What is SMTP and How Email Actually Gets from Your Outbox to Someone Else
SMTP — Simple Mail Transfer Protocol — is the protocol that moves email from one server to another. It was designed in 1982 and has been extended many times since, but the core conversation between mail servers is remarkably similar to what it was four decades ago. Understanding it explains why email sometimes fails and how to fix it.
SMTP is a Push Protocol
SMTP is designed for pushing mail from a sender to a receiver. It is not used for reading your email — that is IMAP or POP3. SMTP handles outbound delivery: from your email client to your mail server, and from your mail server to the recipient mail server. Every email delivery involves at least two SMTP conversations: client to sender server, and sender server to recipient server.
The SMTP Conversation
SMTP is a text-based protocol. The client connects to the server, they exchange greetings, and then a structured conversation transfers the message. The server opens with a 220 greeting identifying itself. The client responds with EHLO (Extended Hello) including its own hostname. The server responds with a list of capabilities it supports — authentication methods, size limits, TLS support.
Then the envelope is established: MAIL FROM identifies the sender address, RCPT TO identifies each recipient. The server accepts or rejects each recipient. If all recipients are accepted, the client sends DATA, followed by the full message including headers and body, terminated by a line containing just a period. The server responds with a 250 OK and a message ID if accepted, or an error code if rejected.
SMTP Ports and When Each is Used
Three ports are relevant for SMTP. Port 25 is the original SMTP port used for server-to-server relay — your mail server accepts connections on port 25 from other mail servers delivering inbound mail, and sends outbound mail to other servers on their port 25. Most residential and cloud provider IPs have port 25 outbound blocked to prevent spam from compromised machines.

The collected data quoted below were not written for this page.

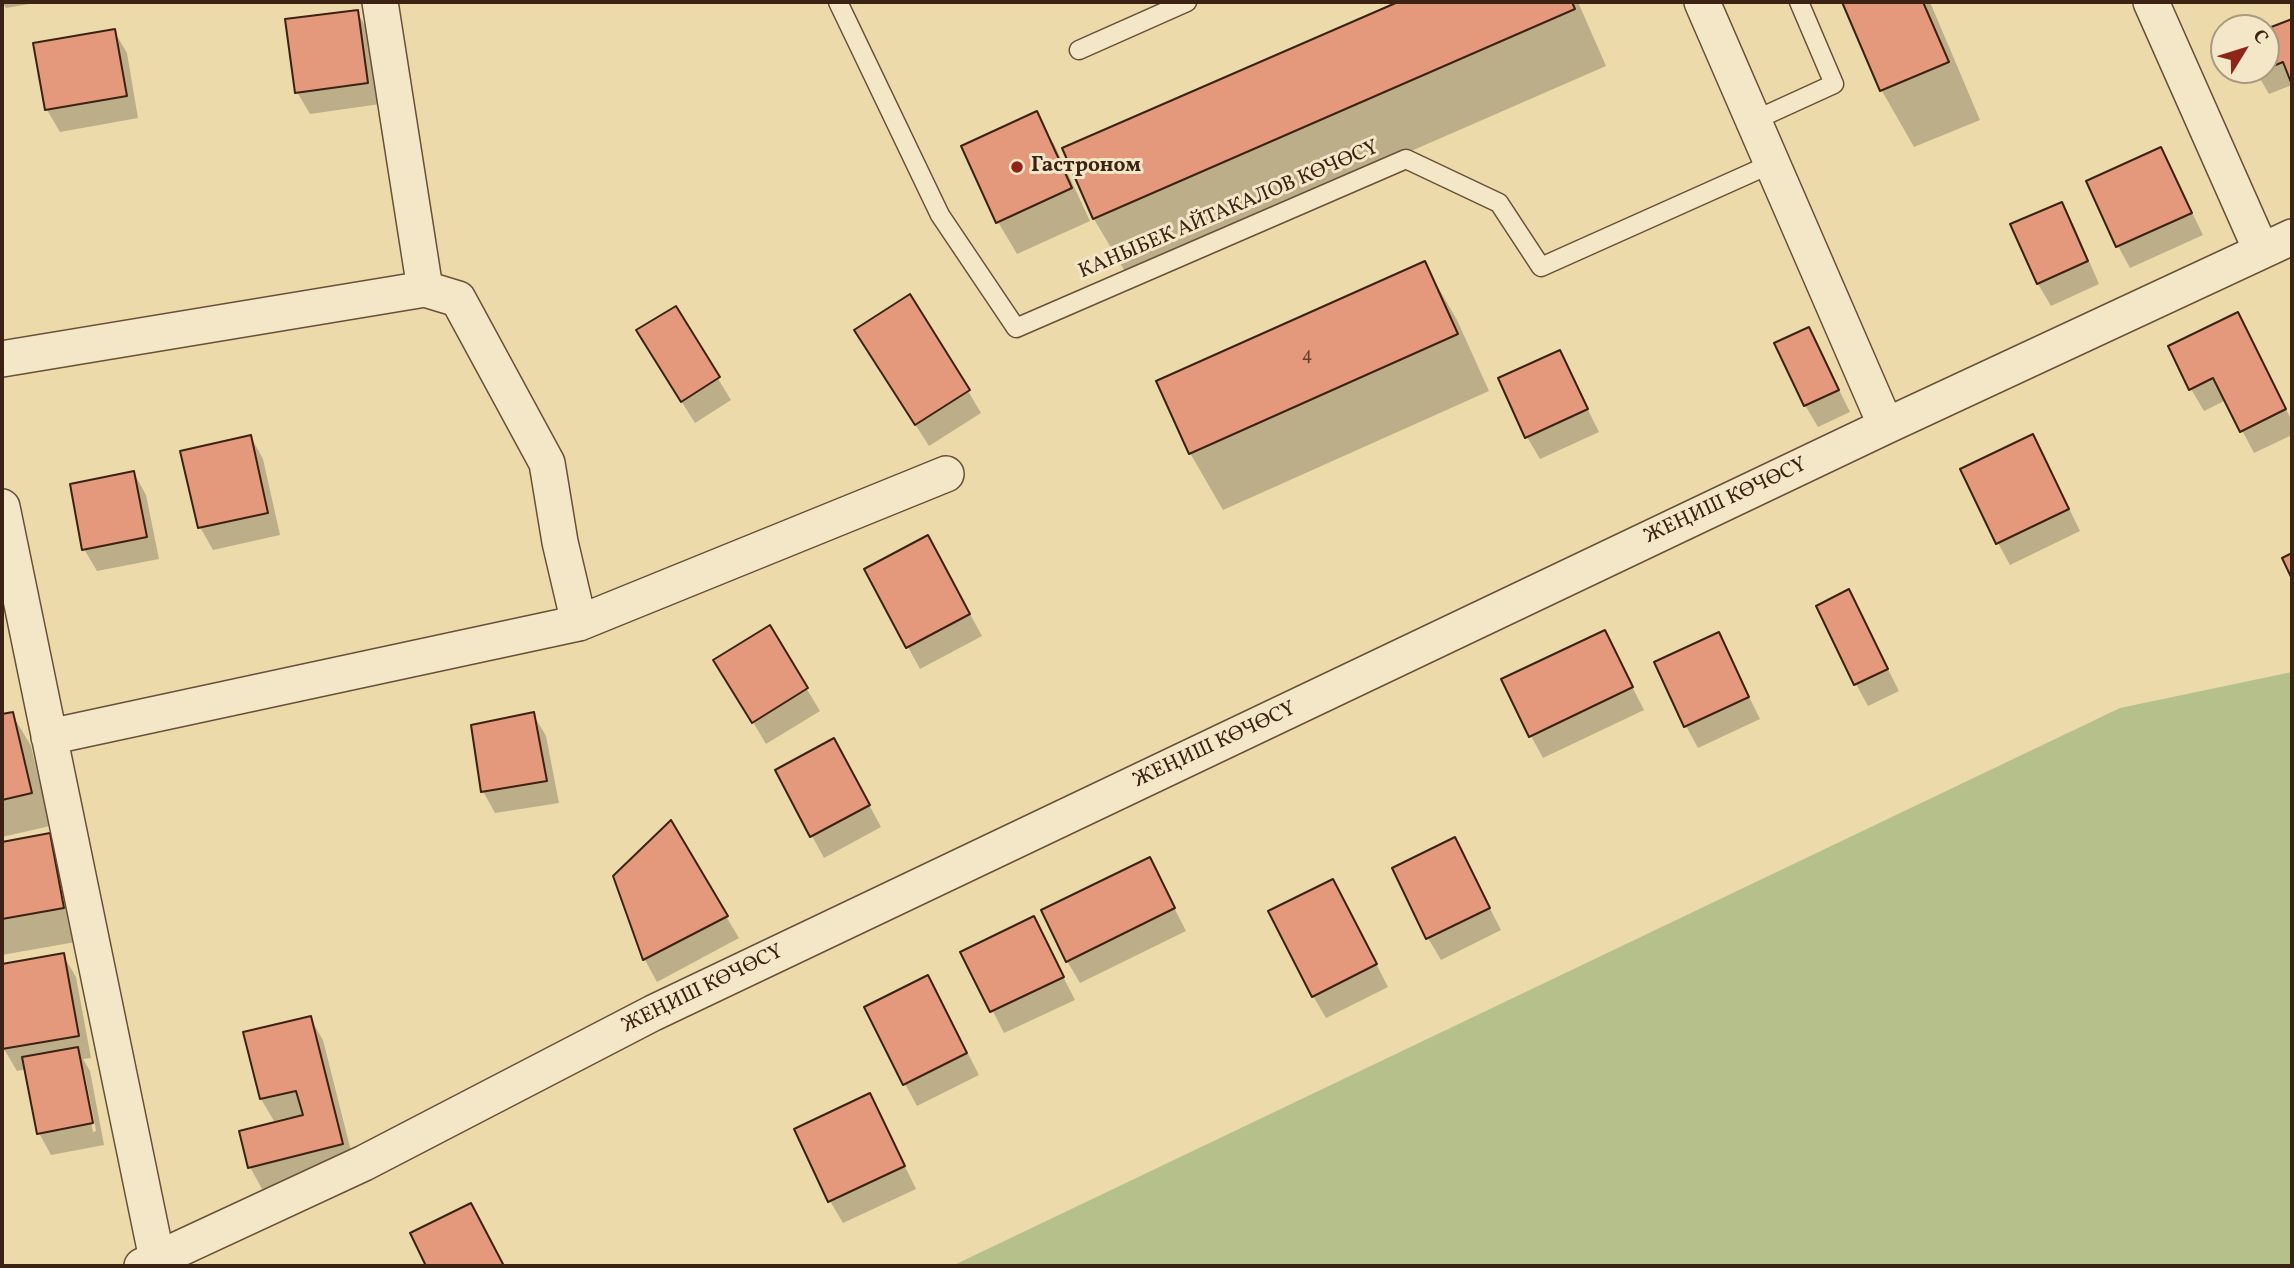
<!DOCTYPE html>
<meta charset="utf-8">
<style>
body{margin:0}
#map{position:relative;width:2294px;height:1268px;overflow:hidden;background:#ecdaab;font-family:Vollkorn,serif}
canvas{display:block}
.frame{position:absolute;inset:0;border:4px solid #3c2213;pointer-events:none}
.north{position:absolute;left:2210px;top:14px;width:70px;height:70px;box-sizing:border-box;background:#f3e7c8;border:2px solid #aa9880;border-radius:50%;rotate:52deg;font-size:19px;font-weight:700;line-height:28px;text-align:center;color:#3c2213}
.north::after{content:'';display:block;margin:auto;width:24px;height:32px;background:#8f2418;clip-path:polygon(50% 0,100% 100%,50% 72%,0 100%)}
</style>
<div id="map">
<canvas width="2294" height="1268"></canvas>
<div class="frame"></div>
<div class="north">С</div>
</div>
<script>
const g = document.querySelector('canvas').getContext('2d');
g.lineJoin = 'round';
function fillPath(path, color) { g.fillStyle = color; g.fill(path, 'evenodd'); }
const shape = rows => new Path2D(rows.map(r => 'M' + r).join(''));
function strokePath(path, color, width, dash) { g.strokeStyle = color; g.lineWidth = width; g.lineCap = dash ? 'butt' : 'round'; g.setLineDash(dash || []); g.stroke(path); }
function write(font, color, halo, rows, align = 'center') {
  g.font = font + ' Vollkorn,serif'; g.lineWidth = 6; g.setLineDash([]); g.textBaseline = 'middle'; g.strokeStyle = halo; g.fillStyle = color; for (const [text, x, y, turn = 0] of rows) {
    g.save(); g.translate(x, y); g.rotate((+turn || 0) * Math.PI / 180); g.textAlign = isNaN(turn) ? turn : align; if (halo) g.strokeText(text, 0, 0); g.fillText(text, 0, 0); g.restore();
  }
}
fillPath(shape([
 [2292,672,2292,1266,952,1266,2120,708]
]), '#b6c08b');
fillPath(shape([
 [2,2,41,2,6,8],
 [1403,2,1578,2,1606,66,1127,275,1094,219,1064,149],
 [1844,2,1930,2,1980,120,1914,147,1882,91],
 [357,12,370,34,380,104,310,114,297,92],
 [2292,20,2292,85,2269,94,2255,70,2266,70,2266,31],
 [114,31,127,53,138,118,60,132,47,110],
 [1036,114,1055,146,1090,221,1017,254,998,222],
 [2161,149,2203,235,2130,268,2118,246],
 [2061,204,2074,226,2099,284,2051,306,2038,284,2012,225],
 [1424,263,1457,320,1489,391,1223,510,1190,453],
 [675,308,731,400,695,423,651,353],
 [2237,314,2292,421,2292,435,2254,453,2226,400,2204,411,2191,389],
 [1809,329,1850,412,1818,427,1805,405],
 [869,352,968,391,981,413,929,446],
 [1559,352,1599,432,1540,459,1527,437],
 [251,437,263,459,280,535,213,550,200,527],
 [2045,459,2080,531,2010,565,1998,543],
 [134,473,146,495,159,559,97,571,84,549],
 [940,559,982,636,920,669,908,647],
 [1849,592,1899,691,1868,706,1856,684],
 [770,628,820,711,766,744,716,660],
 [1604,632,1644,710,1543,758,1531,736],
 [1718,634,1760,719,1698,748,1686,726],
 [12,714,31,746,50,826,2,837,2,716],
 [533,714,546,736,559,803,495,813,483,791],
 [846,762,881,827,824,858,812,836],
 [670,823,739,938,657,982,645,960,615,877],
 [49,835,68,867,81,941,2,955,2,843],
 [1454,839,1501,930,1441,960,1428,938],
 [1149,859,1186,931,1080,983,1067,961],
 [1345,903,1388,987,1326,1018,1313,996],
 [1033,918,1075,1000,1004,1033,963,952],
 [63,955,76,977,91,1058,83,1059,90,1071,104,1145,51,1155,39,1133,26,1069,17,1071,4,1049,2,1038,2,966],
 [81,1070,84,1070,96,1131,93,1132],
 [940,999,979,1075,917,1106,905,1084],
 [310,1018,323,1040,355,1167,262,1189,250,1167,291,1120,290,1117,274,1121,261,1099],
 [870,1095,916,1189,843,1223,830,1201]
]), '#0003');
const building = shape([
 [1398,2,1572,2,1575,9,1093,219,1062,148,1398,2],
 [1842,2,1923,2,1949,62,1880,91,1842,2],
 [358,10,368,83,295,93,285,19,358,10],
 [2292,19,2292,85,2283,62,2266,69,2266,29,2292,19],
 [115,29,127,96,45,110,33,43,115,29],
 [1037,111,1072,188,996,223,961,146,1037,111],
 [2161,147,2192,213,2116,247,2086,181,2161,147],
 [2062,202,2088,261,2037,284,2010,224,2062,202],
 [1425,261,1458,334,1189,454,1156,381,1425,261],
 [910,294,970,390,915,425,854,330,910,294],
 [676,306,720,377,681,402,636,330,676,306],
 [2238,312,2286,409,2240,432,2213,378,2189,390,2168,346,2238,312],
 [1809,327,1839,390,1804,406,1774,343,1809,327],
 [1560,350,1588,409,1525,438,1498,378,1560,350],
 [2033,434,2069,509,1996,544,1960,469,2033,434],
 [251,435,268,513,198,528,180,451,251,435],
 [134,471,147,537,82,550,70,484,134,471],
 [928,535,970,614,906,648,864,569,928,535],
 [2292,553,2292,579,2282,558,2292,553],
 [1849,589,1888,669,1854,685,1816,606,1849,589],
 [770,625,808,688,752,723,713,660,770,625],
 [1605,630,1633,687,1529,737,1501,679,1605,630],
 [1719,632,1749,697,1684,727,1654,662,1719,632],
 [13,712,32,793,2,800,2,714,13,712],
 [534,712,547,781,481,792,471,725,534,712],
 [834,738,870,805,810,837,775,770,834,738],
 [671,820,728,916,643,960,613,876,671,820],
 [50,833,64,908,2,919,2,842,50,833],
 [1455,837,1490,908,1426,939,1392,868,1455,837],
 [1150,857,1175,908,1066,962,1041,910,1150,857],
 [1333,879,1377,964,1312,997,1268,911,1333,879],
 [1034,916,1064,977,990,1012,960,952,1034,916],
 [64,953,79,1036,2,1049,2,964,64,953],
 [928,975,967,1053,903,1085,864,1007,928,975],
 [311,1016,343,1144,248,1168,239,1131,303,1115,296,1091,260,1099,243,1032,311,1016],
 [78,1047,93,1123,37,1134,22,1057,78,1047],
 [870,1093,905,1166,828,1202,794,1129,870,1093],
 [471,1203,504,1266,426,1266,410,1233,471,1203]
]);
fillPath(building, '#e4997d');
strokePath(building, '#3c2213', 2);
const lane = shape([
 [838,2,940,215,1016,328,1406,159,1499,203,1541,267,1771,164],
 [1079,50,1187,2],
 [1753,121,1834,84,1799,2]
]);
const street = shape([
 [380,2,425,289,458,299,547,463,560,542,579,623,946,474],
 [1702,2,1886,426],
 [2151,2,2261,250],
 [2,359,425,289],
 [2,507,157,1259],
 [49,737,579,623],
 [142,1266,364,1163,653,1013,1886,426,2292,237]
]);
strokePath(lane, '#685039', 21);
strokePath(street, '#685039', 38);
strokePath(lane, '#f3e7c8', 18);
strokePath(street, '#f3e7c8', 35);
for (const [x, y, r, color] of [
 [1017,167,7,"#8f2418"]
]) { const dot = new Path2D(); dot.arc(x, y, r, 0, 2 * Math.PI); g.fillStyle = color; g.fill(dot); strokePath(dot, '#f3e7c8', 2.5); }
write('18px', '#66402e', null, [
 ["4",1307,357]
]);
write('bold 21px', '#3c2213', '#f3e7c8', [
 ["Гастроном",1031,167]
], 'left');
write('21px', '#3c2213', '#f3e7c8', [
 ["КАНЫБЕК АЙТАКАЛОВ КӨЧӨСҮ",1229,211,-23],
 ["ЖЕҢИШ КӨЧӨСҮ",1726,502,-25],
 ["ЖЕҢИШ КӨЧӨСҮ",1215,746,-25],
 ["ЖЕҢИШ КӨЧӨСҮ",703,990,-26]
]);
</script>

Port 587 (submission with STARTTLS) is for email clients submitting mail to their outbound server. STARTTLS upgrades the connection to TLS after the initial plaintext greeting. Port 465 (SMTPS) is submission over direct TLS — the TLS handshake happens before any SMTP conversation. Port 587 is the standard; port 465 is technically legacy but still widely used and supported.
SMTP Authentication
When your email client submits mail to your outbound server, it authenticates with username and password using AUTH LOGIN or AUTH PLAIN mechanisms (both send credentials encoded in base64, so TLS is essential — never use SMTP auth over unencrypted connections). Modern mail providers increasingly require OAuth2 instead of password authentication, which is more secure since app-specific tokens can be revoked without changing the main account password.
SMTP Error Codes
SMTP uses three-digit response codes. The first digit indicates the category: 2xx means success, 4xx means temporary failure (try again later), 5xx means permanent failure (do not retry). When email bounces, the bounce message includes the SMTP code from the receiving server. 550 means the mailbox does not exist. 552 means the message was too large. 554 means rejected — usually for spam policy reasons. 421 means the server is temporarily unavailable and delivery should be retried.
SMTP Relaying and Open Relays
Mail relay — accepting mail from one domain and forwarding it to another — is a core SMTP function but also a historical security problem. An open relay accepts mail from anyone and forwards it to anyone, making it a tool for spammers to send through legitimate-looking infrastructure. All modern mail servers require authentication before relaying and only relay for authorized users and domains. Running an open relay will get your server blacklisted very quickly.
Diagnosing SMTP Problems
You can test SMTP delivery manually with telnet mailserver.example.com 25 and typing the SMTP commands directly. This lets you see exactly what the server returns at each step. For TLS-protected submission, openssl s_client -connect mailserver.example.com:587 -starttls smtp opens a TLS connection. Watching the SMTP conversation directly is the most reliable way to diagnose delivery problems — you see the exact error message the receiving server returns rather than interpreting a bounce notification.